Polish basketball team

WKS Śląsk Wrocław is a Polish professional basketball club based in Wrocław. Founded in 1948, Śląsk is the most decorated Polish basketball club, with 18 Polish League and 14 Polish cup championships. The club plays in the Polish Basketball League (PLK), the highest-tier level in Polish men's basketball, and in the EuroCup. The home court is Hala Orbita, but many games are played in Centennial Hall.

==History==
Since the basketball section was founded in 1948, Śląsk Wrocław has been the most decorated and most recognizable club in Polish basketball. The team has won the Polish league championships 18 times so far. Most recognized period of Śląsk's history is the "Great Śląsk Era" when the team won five championship titles in a row (1998–2002).
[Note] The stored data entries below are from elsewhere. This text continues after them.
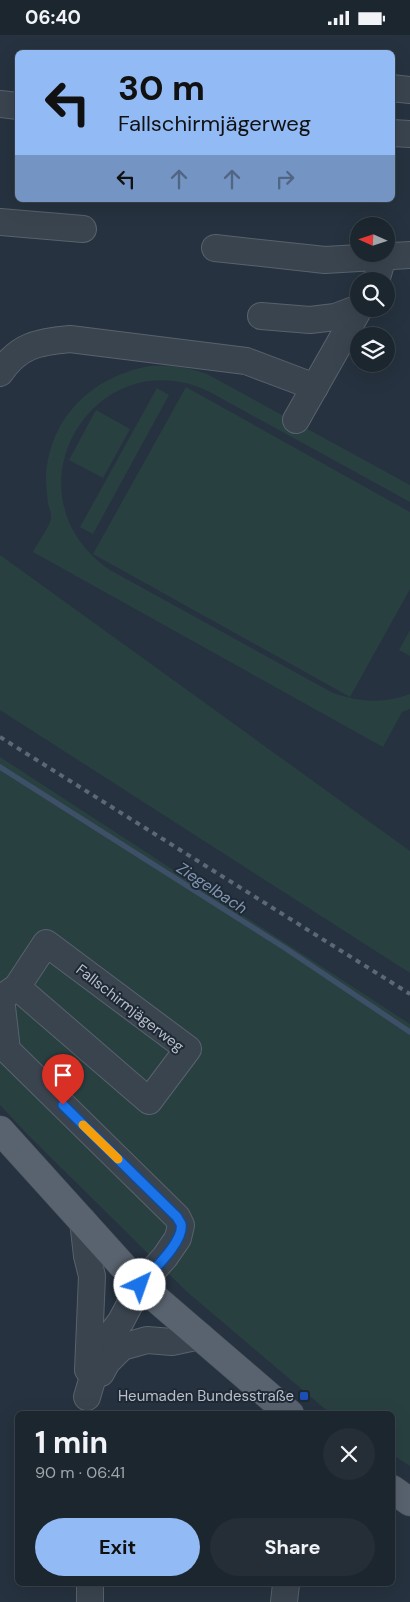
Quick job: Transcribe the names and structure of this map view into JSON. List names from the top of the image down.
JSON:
{
  "streets": {
    "street": ["Fallschirmjägerweg"]
  },
  "water": ["Ziegelbach"],
  "places": {
    "transit": ["Heumaden Bundesstraße"]
  },
  "north": "left",
  "page": {
    "status": "06:40",
    "turn": ["30 m", "Fallschirmjägerweg"],
    "heading": ["1 min", "90 m · 06:41"],
    "buttons": ["Exit", "Share"]
  }
}
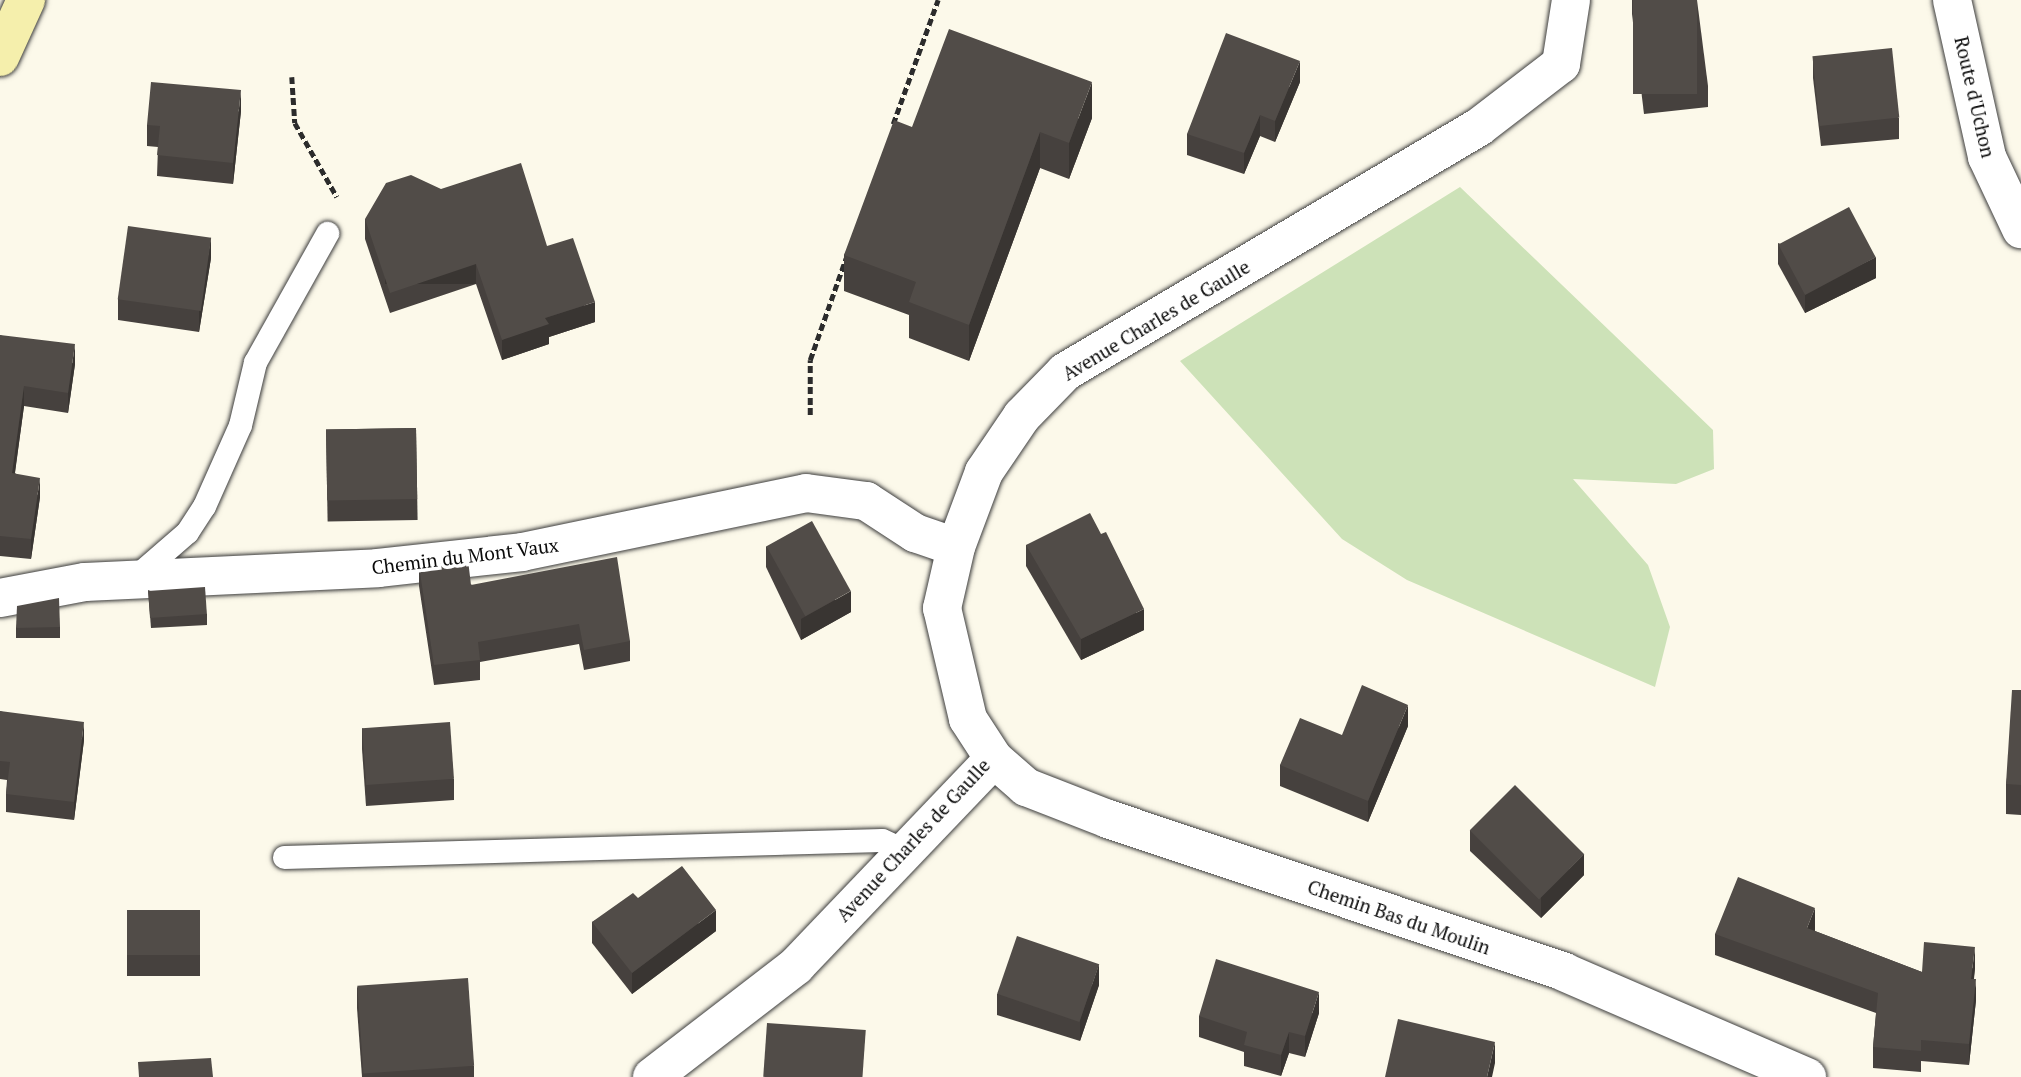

Most of those successes where achieved with coach Andrej Urlep. The notable players playing for Śląsk Wrocław over the years were: Mieczysław Łopatka (1960s), Edward Jurkiewicz (1970s and 1980s), Jerzy Binkowski (1980s, 1990s), Dariusz Zelig (1980s, 1990s), Maciej Zieliński (1980s, 1990s, 2000s), Adam Wójcik and Dominik Tomczyk.

In 2008 the club has gone into serious financial difficulties, which resulted in withdrawing the team from Polish Basketball League. After years of rebuilding attempts, the club is now back playing in the Polish Basketball League top division.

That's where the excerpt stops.